Memind provides two retrieval strategies:

| Strategy | Latency profile           | Best for                                                                                            |
| -------- | ------------------------- | --------------------------------------------------------------------------------------------------- |
| `SIMPLE` | Millisecond-level latency | Low-latency agents, chatbots, and frequent memory injection.                                        |
| `DEEP`   | Second-level latency      | Complex questions, higher-quality retrieval, and workflows that can trade latency for completeness. |

Use `SIMPLE` when memory should feel instant.

Use `DEEP` when memory should be more complete.

This page focuses on how to call retrieval APIs, choose a strategy, use the result as agent context, configure retrieval, and debug retrieval behavior.

For how retrieval works internally, see [Retrieval](/open-source/core-concepts/retrieval).

## When to retrieve memory

Retrieve memory when the agent needs context that may not be present in the current prompt.

Common moments include:

* before generating an assistant response
* before planning a task
* before calling tools
* when a user asks about past preferences, decisions, or project context
* when restoring context across sessions
* when building a prompt for a long-running agent
* when the agent needs prior tool experience or reusable playbooks

You do not need to retrieve memory for every request.

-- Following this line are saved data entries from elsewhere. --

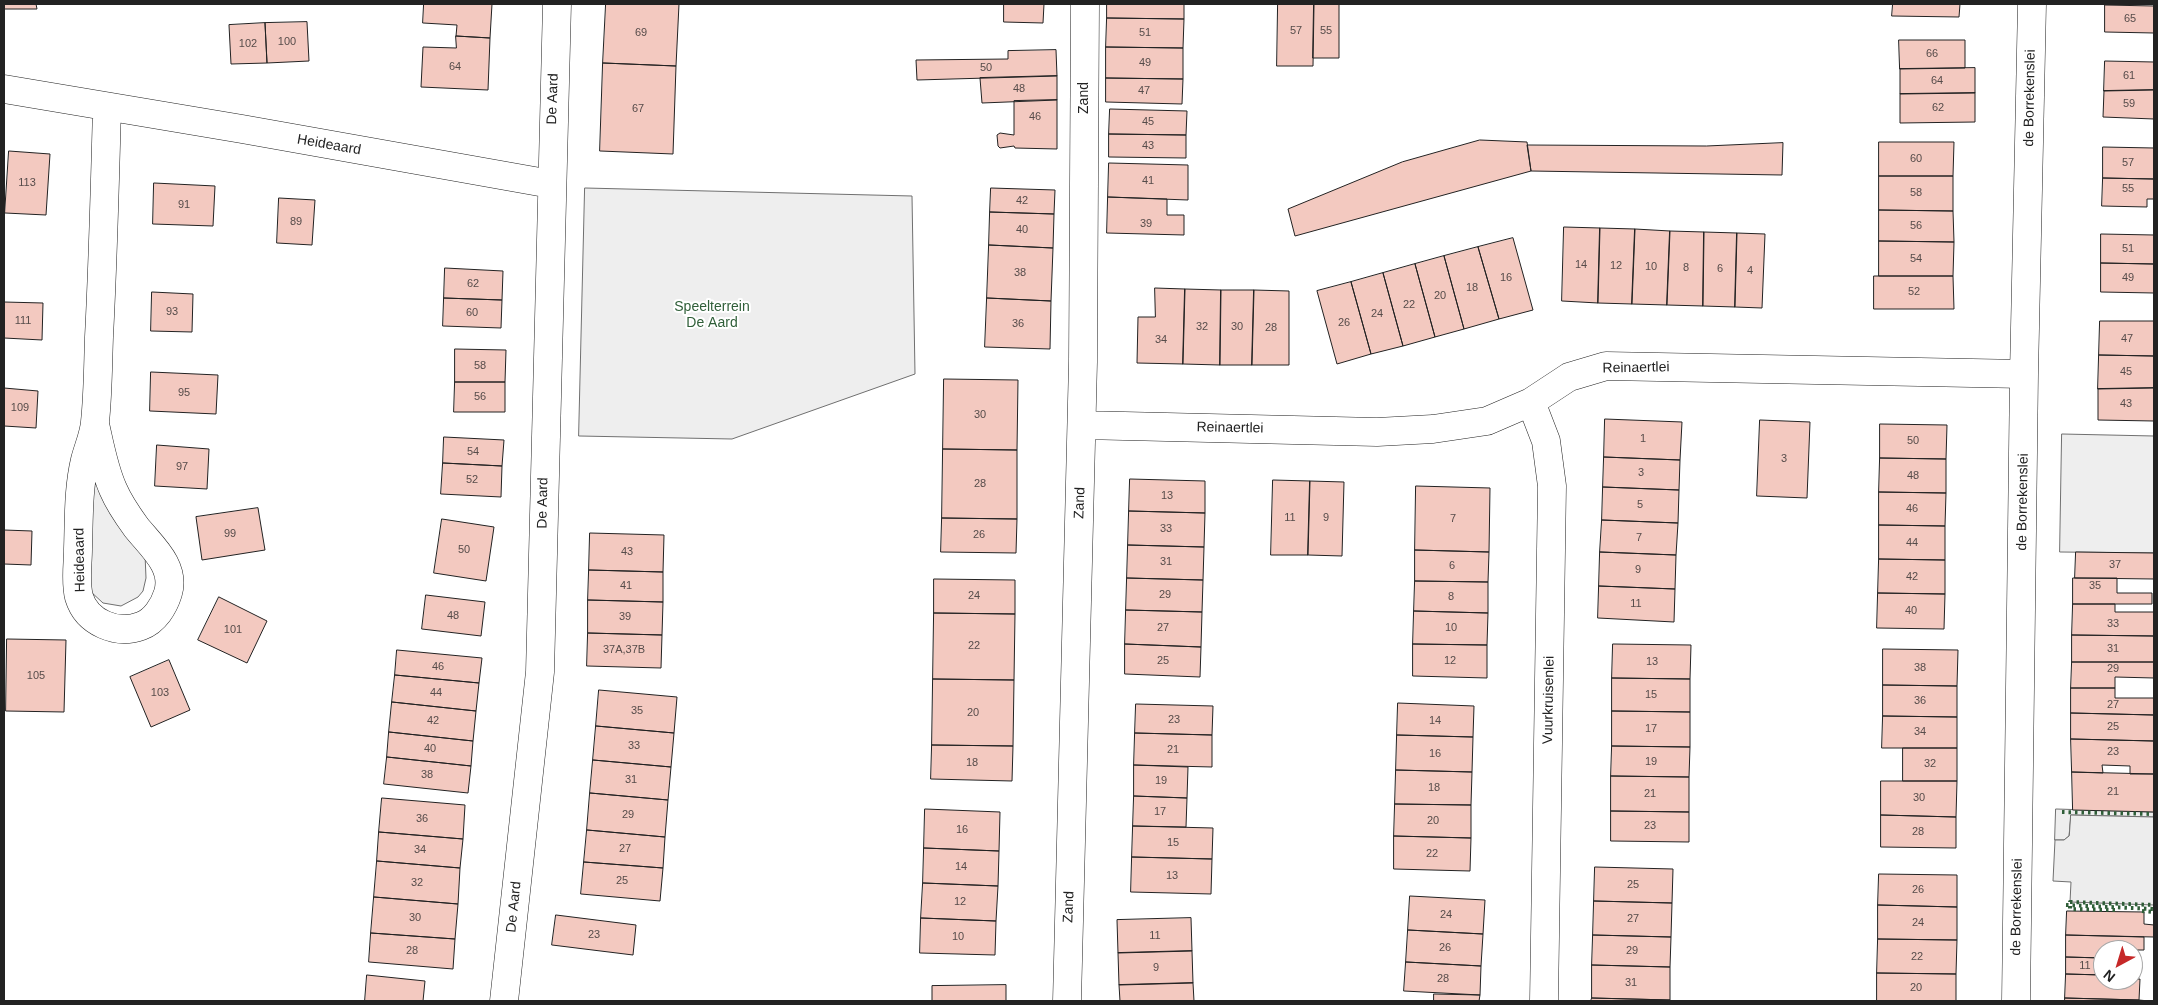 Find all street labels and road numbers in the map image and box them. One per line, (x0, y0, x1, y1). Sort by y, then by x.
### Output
street label: de Borrekenslei (2021, 49, 2039, 147)
street label: De Aard (544, 73, 562, 125)
street label: Zand (1076, 82, 1092, 114)
street label: Heideaard (296, 131, 362, 159)
street label: Reinaertlei (1602, 359, 1670, 377)
street label: Reinaertlei (1196, 419, 1264, 437)
street label: de Borrekenslei (2014, 453, 2032, 551)
street label: De Aard (534, 477, 552, 529)
street label: Zand (1071, 487, 1089, 519)
street label: Heideaard (71, 528, 89, 592)
street label: Vuurkruisenlei (1540, 656, 1558, 744)
street label: de Borrekenslei (2008, 858, 2026, 956)
street label: De Aard (503, 881, 525, 933)
street label: Zand (1060, 891, 1078, 923) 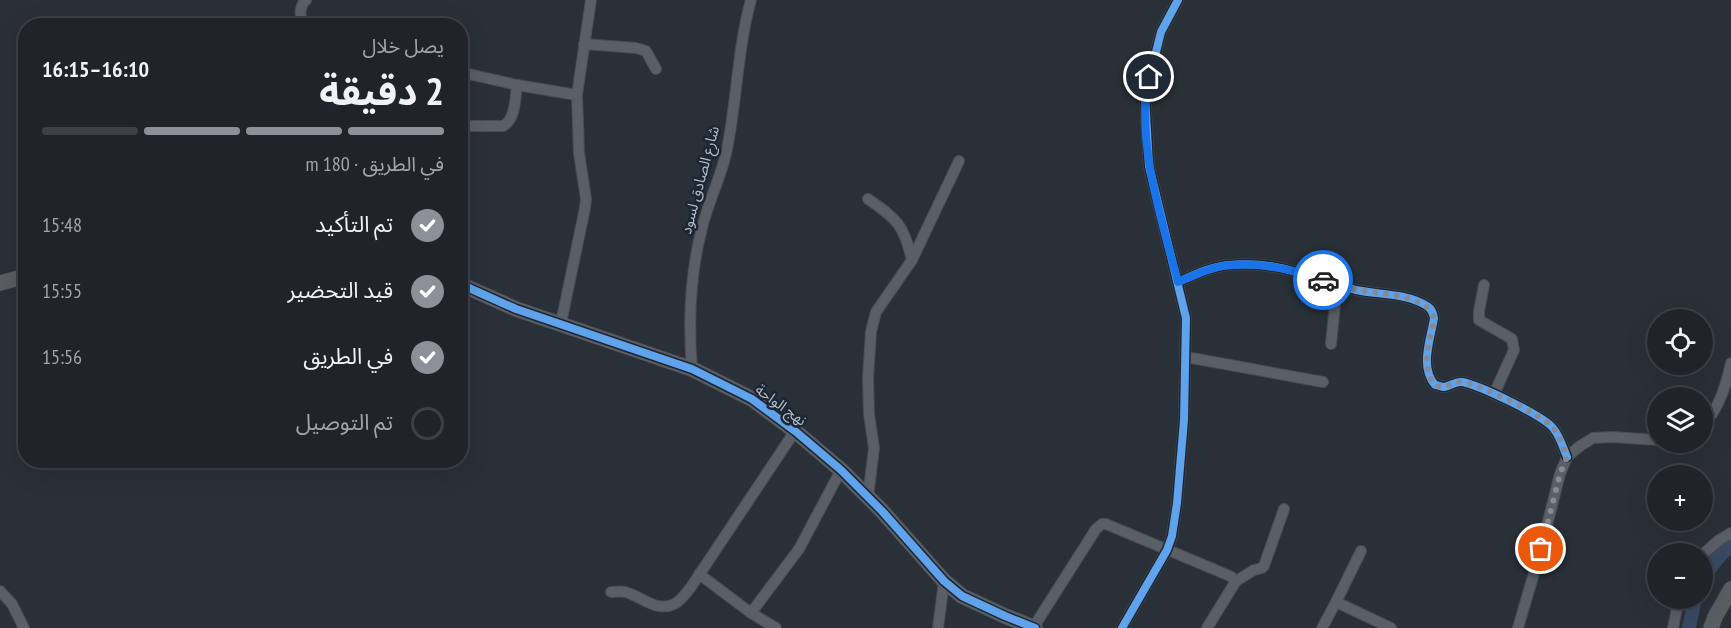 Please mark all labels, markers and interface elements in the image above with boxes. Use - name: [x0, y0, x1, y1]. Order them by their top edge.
- text: يصل خلال: [363, 33, 444, 59]
- pin: [1123, 51, 1174, 102]
- text: 16:10–16:15: [42, 55, 149, 83]
- icon: home: [1132, 60, 1165, 93]
- text: 2 دقيقة: [319, 65, 444, 116]
- street label: شارع الصادق لسود: [676, 123, 726, 237]
- text: في الطريق · 180 m: [305, 151, 444, 177]
- icon: check: [411, 209, 444, 242]
- text: تم التأكيد: [315, 210, 393, 238]
- text: 15:48: [42, 212, 82, 238]
- courier: [1293, 250, 1353, 310]
- icon: car: [1307, 264, 1340, 297]
- icon: check: [411, 275, 444, 308]
- text: قيد التحضير: [288, 276, 393, 304]
- text: 15:55: [42, 278, 82, 304]
- map controls: [1647, 309, 1713, 609]
- button: locate: [1647, 309, 1713, 375]
- icon: check: [411, 341, 444, 374]
- text: في الطريق: [303, 342, 393, 370]
- text: 15:56: [42, 344, 82, 370]
- street label: نهج الواحة: [750, 380, 811, 432]
- button: layers: [1647, 387, 1713, 453]
- text: تم التوصيل: [296, 408, 393, 436]
- button: +: [1647, 465, 1713, 531]
- pin: [1515, 523, 1566, 574]
- icon: bag: [1524, 532, 1557, 565]
- button: −: [1647, 543, 1713, 609] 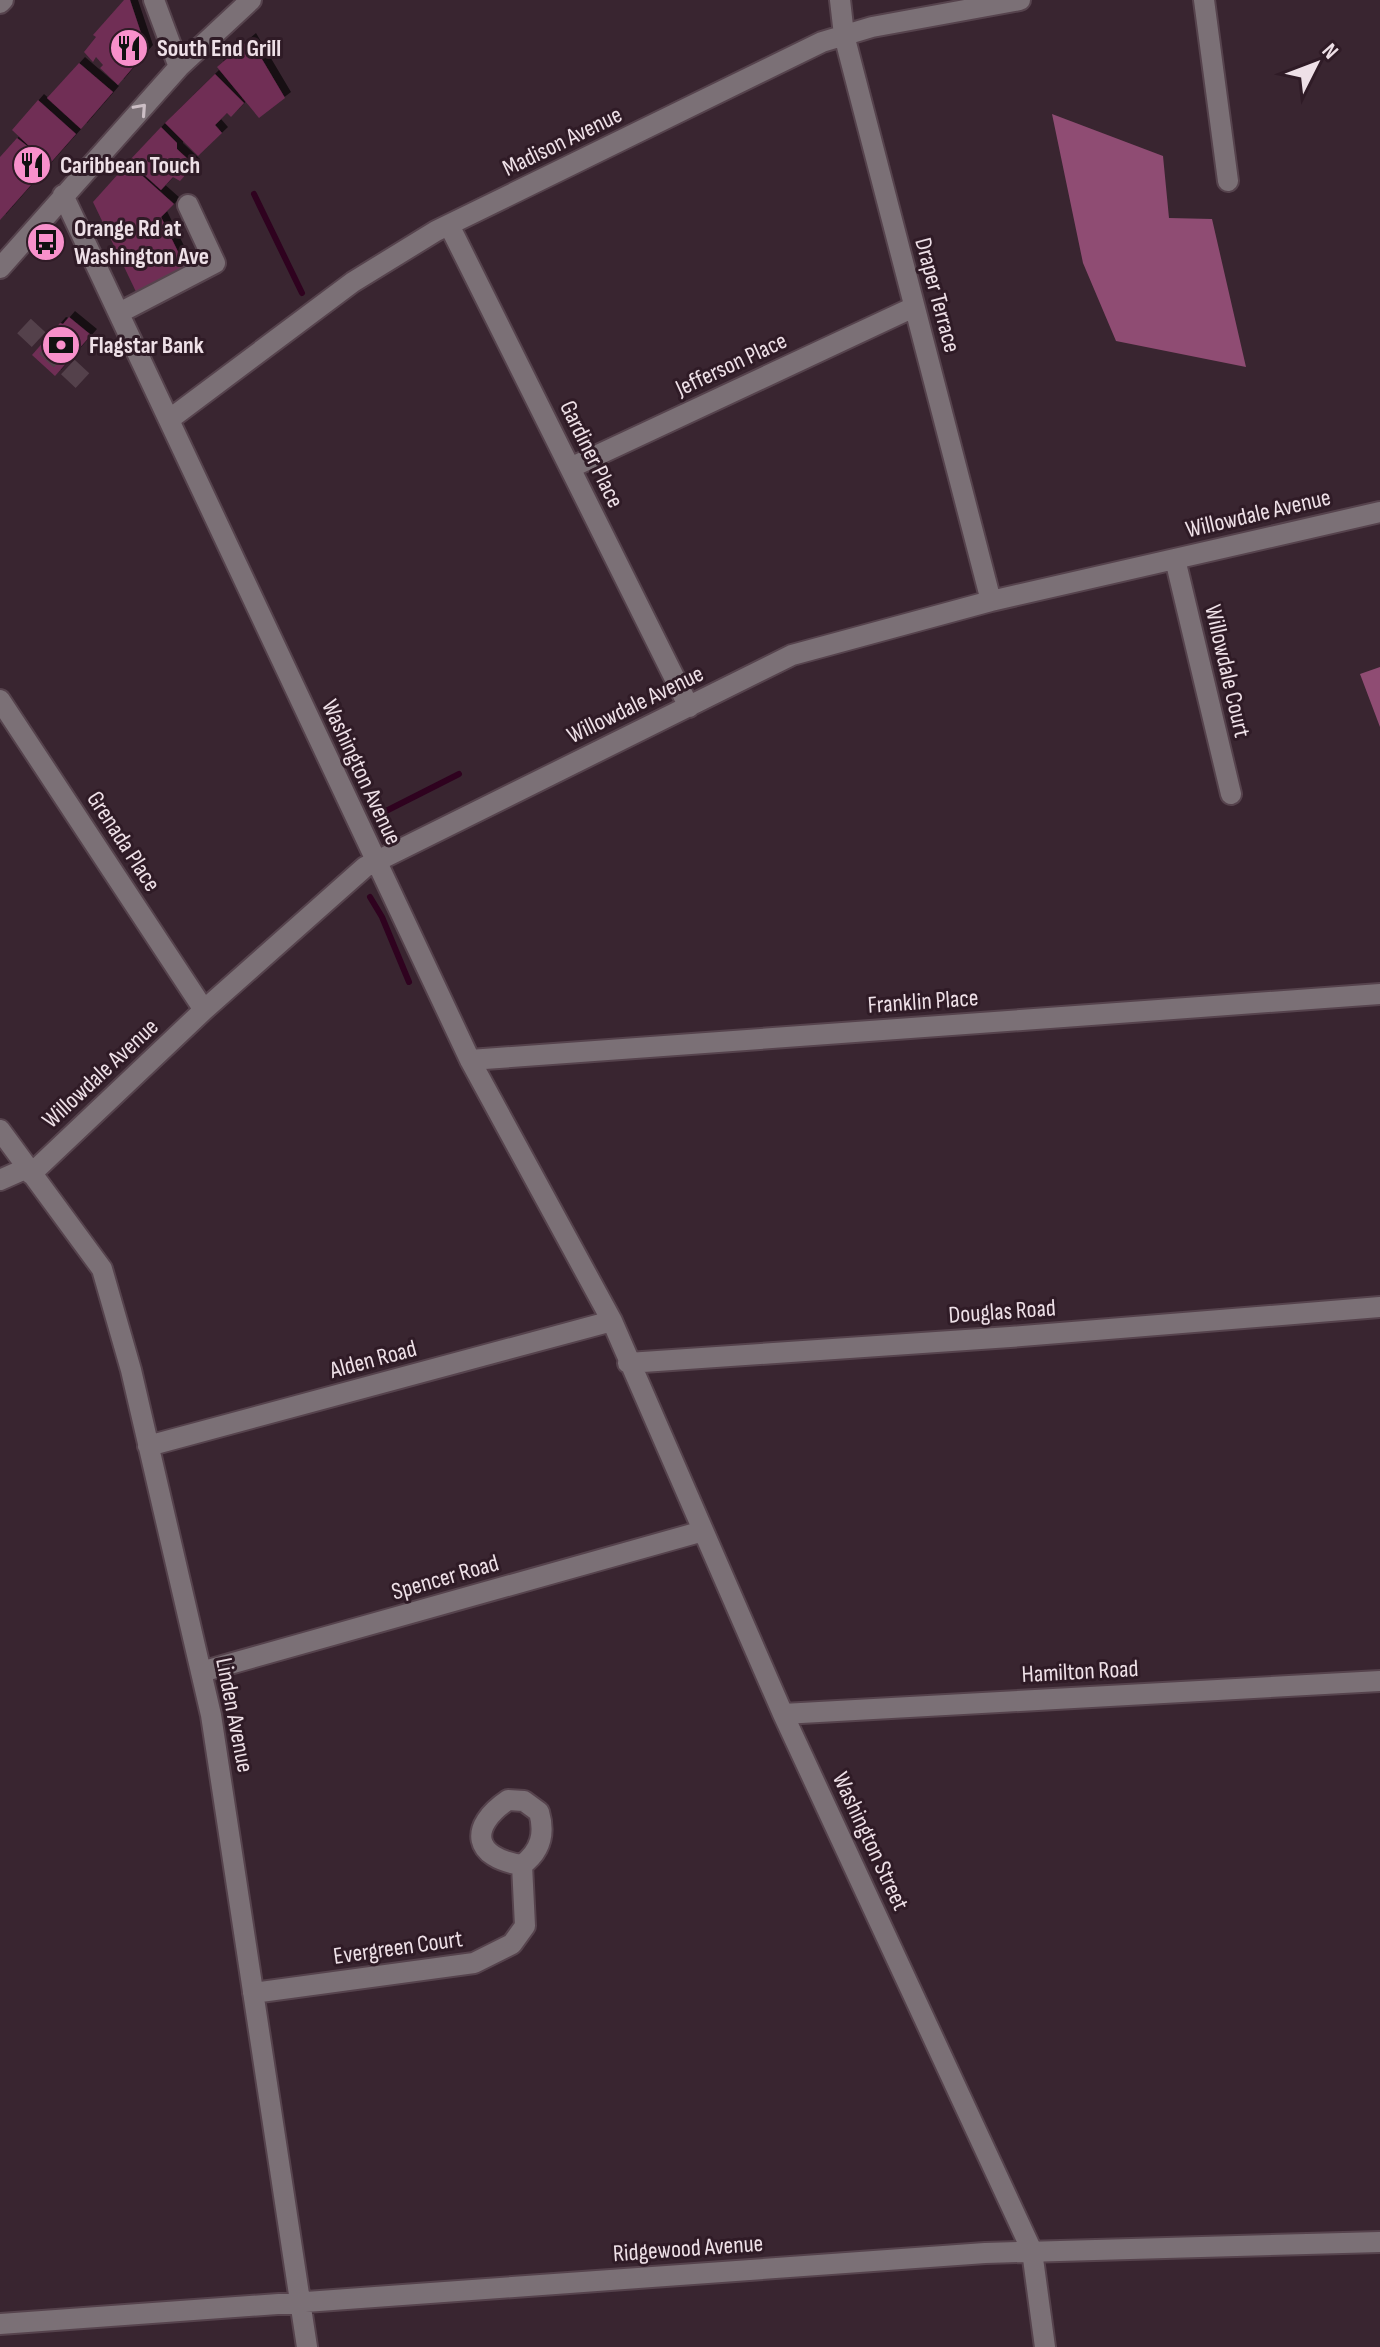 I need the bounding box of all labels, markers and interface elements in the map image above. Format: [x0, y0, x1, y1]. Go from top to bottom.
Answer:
north arrow [1276, 24, 1356, 104]
restaurant icon: South End Grill [108, 27, 150, 69]
place label: South End Grill [157, 34, 281, 63]
text: N [1316, 38, 1344, 65]
street label: Madison Avenue [498, 100, 627, 183]
one-way arrow [131, 104, 146, 118]
restaurant icon: Caribbean Touch [11, 144, 53, 186]
place label: Caribbean Touch [60, 151, 200, 180]
place label: Orange Rd at Washington Ave [74, 214, 209, 271]
bus stop icon: Orange Rd at Washington Ave [25, 221, 67, 263]
street label: Draper Terrace [908, 235, 967, 356]
bank icon: Flagstar Bank [40, 324, 82, 366]
street label: Jefferson Place [670, 326, 792, 403]
place label: Flagstar Bank [89, 331, 204, 360]
street label: Gardiner Place [553, 396, 630, 513]
street label: Willowdale Avenue [1183, 483, 1334, 544]
street label: Willowdale Court [1198, 602, 1257, 740]
street label: Willowdale Avenue [562, 659, 708, 750]
street label: Washington Avenue [315, 695, 408, 850]
street label: Grenada Place [80, 786, 167, 897]
street label: Franklin Place [867, 983, 979, 1020]
street label: Willowdale Avenue [36, 1012, 164, 1134]
street label: Douglas Road [947, 1293, 1057, 1330]
street label: Alden Road [326, 1334, 420, 1385]
street label: Spencer Road [388, 1548, 502, 1607]
street label: Hamilton Road [1021, 1654, 1139, 1689]
street label: Linden Avenue [209, 1655, 260, 1775]
street label: Washington Street [826, 1767, 915, 1915]
street label: Evergreen Court [332, 1924, 465, 1971]
street label: Ridgewood Avenue [612, 2229, 764, 2268]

Skip retrieval when the current prompt already contains enough context, or when the query does not depend on previous memory.

## Choose a retrieval strategy

Choose the strategy based on latency and retrieval quality requirements.

| Need                                           | Recommended strategy |
| ---------------------------------------------- | -------------------- |
| Millisecond-level memory recall                | `SIMPLE`             |
| Low-latency chatbot responses                  | `SIMPLE`             |
| Memory retrieval before frequent agent actions | `SIMPLE`             |
| Direct fact or preference lookup               | `SIMPLE`             |
| Exact technical term or tool lookup            | `SIMPLE`             |
| Second-level retrieval is acceptable           | `DEEP`               |
| Retrieval quality matters more than latency    | `DEEP`               |
| Need more complete evidence                    | `DEEP`               |
| Ambiguous or underspecified query              | `DEEP`               |
| Cross-session investigation                    | `DEEP`               |
| Project-level context reconstruction           | `DEEP`               |

In most applications, start with `SIMPLE`.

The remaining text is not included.